Zwei Tage Trocknung sollten passen. Draußen ist es brüllwarm, daher ist mehrmals täglich gießen angesagt – wer will schon Risse riskieren.

Und wieder auspacken

Dann ging es wieder ans auspacken. Die äußeren Planken gingen gut ab, die inneren mussten der Säge weichen.

Trittstufen

Als Trittstufen entschieden wir uns für Granitblockstufen. Bis zur Lieferung verstrichen einige Tage, in denen wir uns mal Gedanken darüber machen konnte, wie wir diese Stufen überhaupt bewegen können. Die 1m-Stufe wiegt etwa 110kg, die beiden kürzeren entsprechend 1/4 weniger. Wir entschieden uns für dehnungsfreie und belastbare Seile, von denen wir jeweils zwei um einen Stein Knoten, so dass man ihn mit zwei Leuten heben kann.

Mit der Palette als "Rampe" lassen sich die Blöcke noch leicht schieben.

Mit der Palette als "Rampe" lassen sich die Blöcke noch leicht schieben.

Zur Verbindung der Blockstufen mit dem Fundament haben wir uns einen Natursteinkleber empfehlen lassen. Dieser ist weiß und soll Ausblühungen vermeiden. Diesen haben wir ca. 4mm dick aufgetragen und dann war es an der Zeit für den eher rustikalen Teil der Arbeit – Versetzen der Blockstufen. Um die Wege kurz zu halten, haben wir die Blockstufen über Paletten bis an das Fundament heran geschoben.

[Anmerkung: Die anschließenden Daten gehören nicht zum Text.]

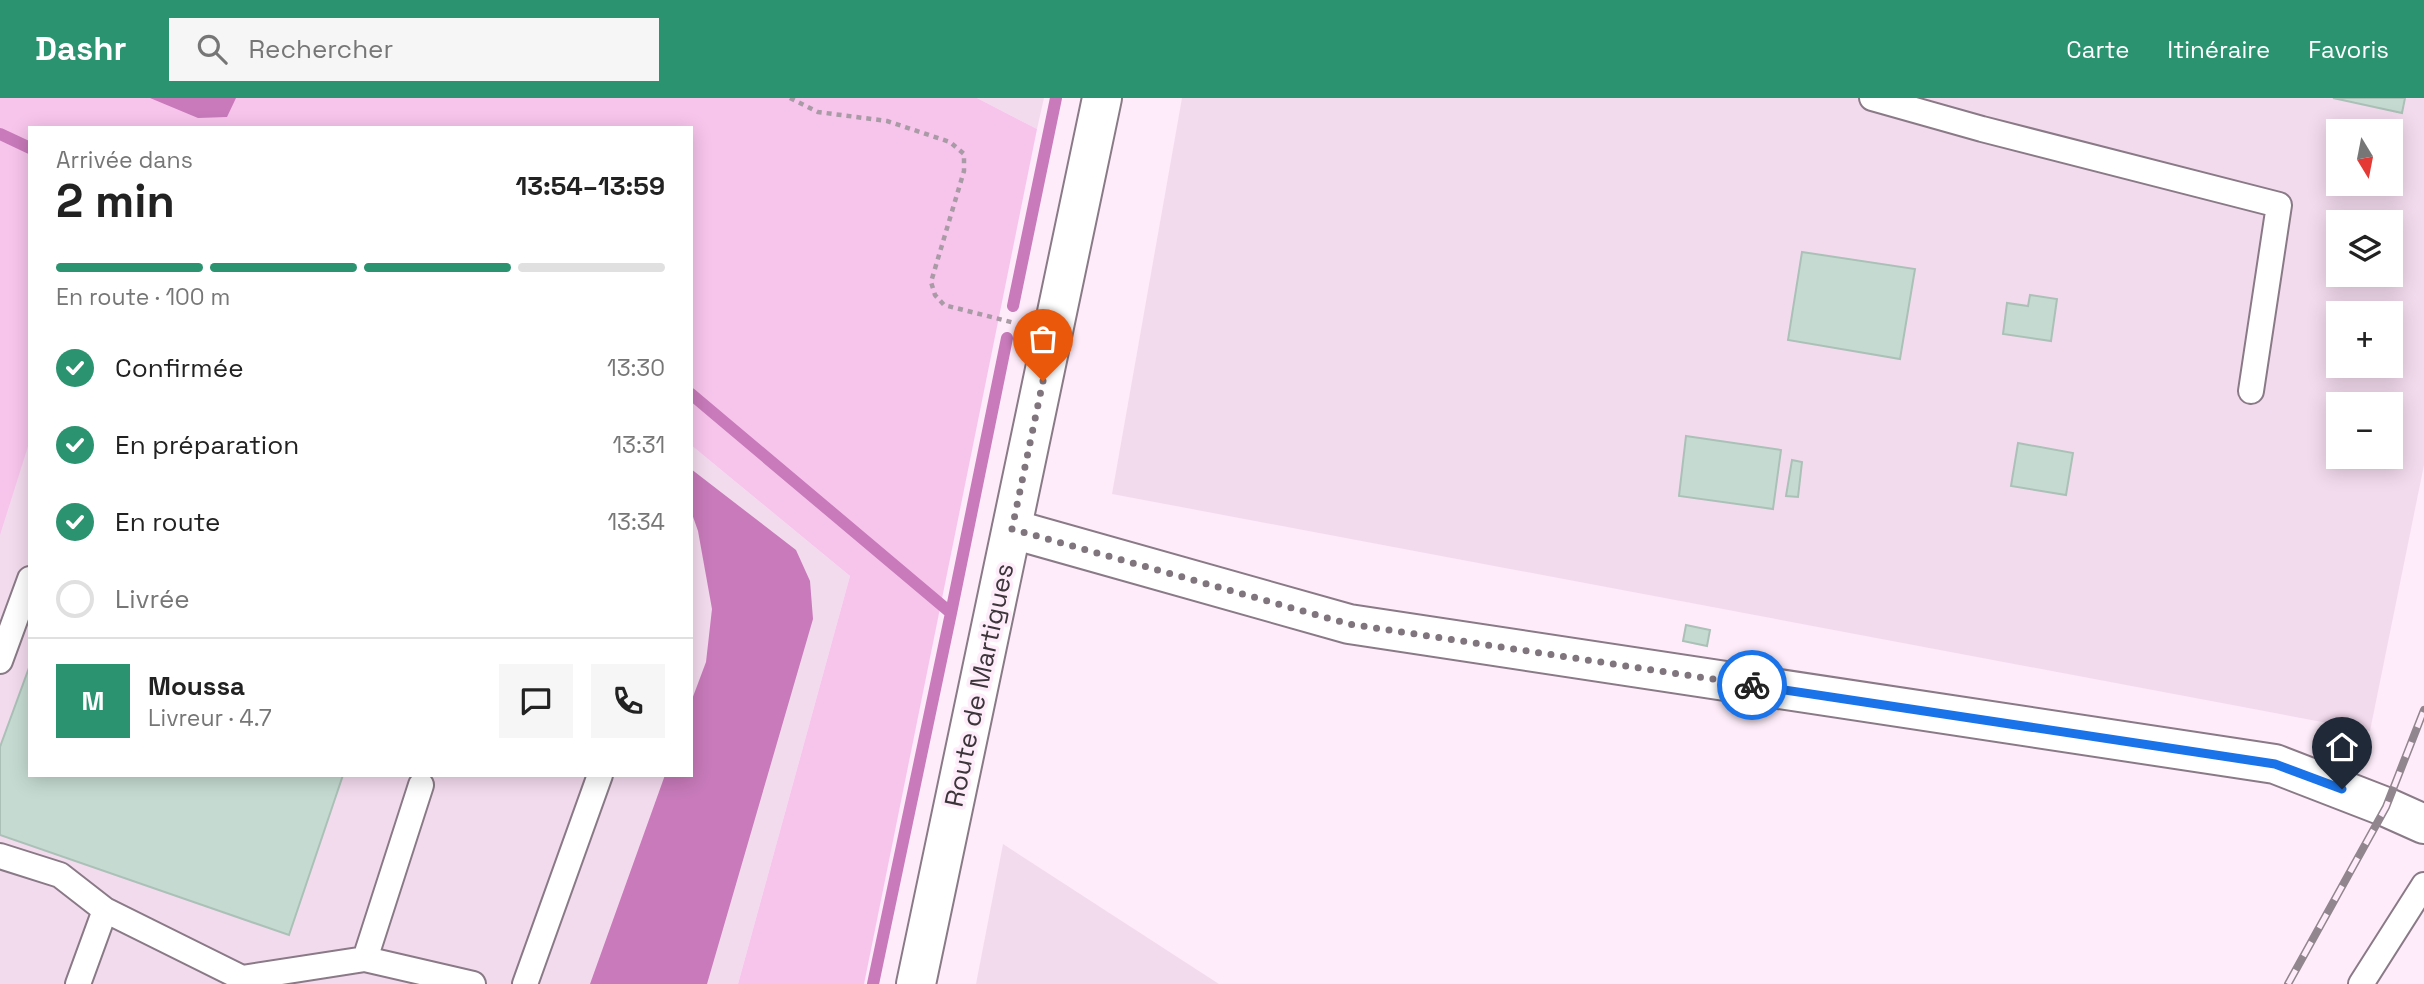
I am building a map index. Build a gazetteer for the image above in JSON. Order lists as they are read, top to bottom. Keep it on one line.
{"streets":{"street":["Route de Martigues"]},"north":"bottom","page":{"header":"Dashr","search":"Rechercher","nav":["Carte","Itinéraire","Favoris"],"map_buttons":["+","−"],"heading":["2 min","Arrivée dans","13:54–13:59"],"panel":["Moussa","Livreur · 4.7"],"bar":"En route · 100 m","list":[["Confirmée","13:30"],["En préparation","13:31"],["En route","13:34"],"Livrée"],"round":"M"}}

110kg hebt man auch mit zwei kräftigen Leuten nicht einfach so und schon gar nicht sehr lange. Daher muss alles möglichst genau ausgerichtet sein, um den Brocken nur noch zwischen die äußeren Steine abzulassen. Millimeterarbeit.

Wenn die Steine einmal liegen, dann liegen sie. Nachjustieren ist kaum noch möglich, schon gar nicht in der Höhe bzw. Neigung. Darum war es so wichtig, dass das Fundament schon genau die angedachte Neigung hatte. Schieben konnten wir die Steine nur noch horizontal auf ihrem Kleberbett. Ein Gummihammer und ein paar Schläge damit haben das Spaltmaß zwischen den Blockstufen schließlich auf ein Minimum reduziert.

Fertig, und Finger weg! Mit dem Ergebnis waren wir sehr zufrieden und freuen uns, unser Heim nun jeden Tag über diesen Eingangspodest zu betreten. Hier noch ein paar Bilder:

Inzwischen ist der Innenteil des Podestes gepflastert, der Zugang zum Haus selbst ist gerade in Arbeit. Im Gesamtbild sieht der Eingang nun so aus:

Ins Haus, auch ohne immer Dreck mitzunehmen.

Ins Haus, auch ohne immer Dreck mitzunehmen.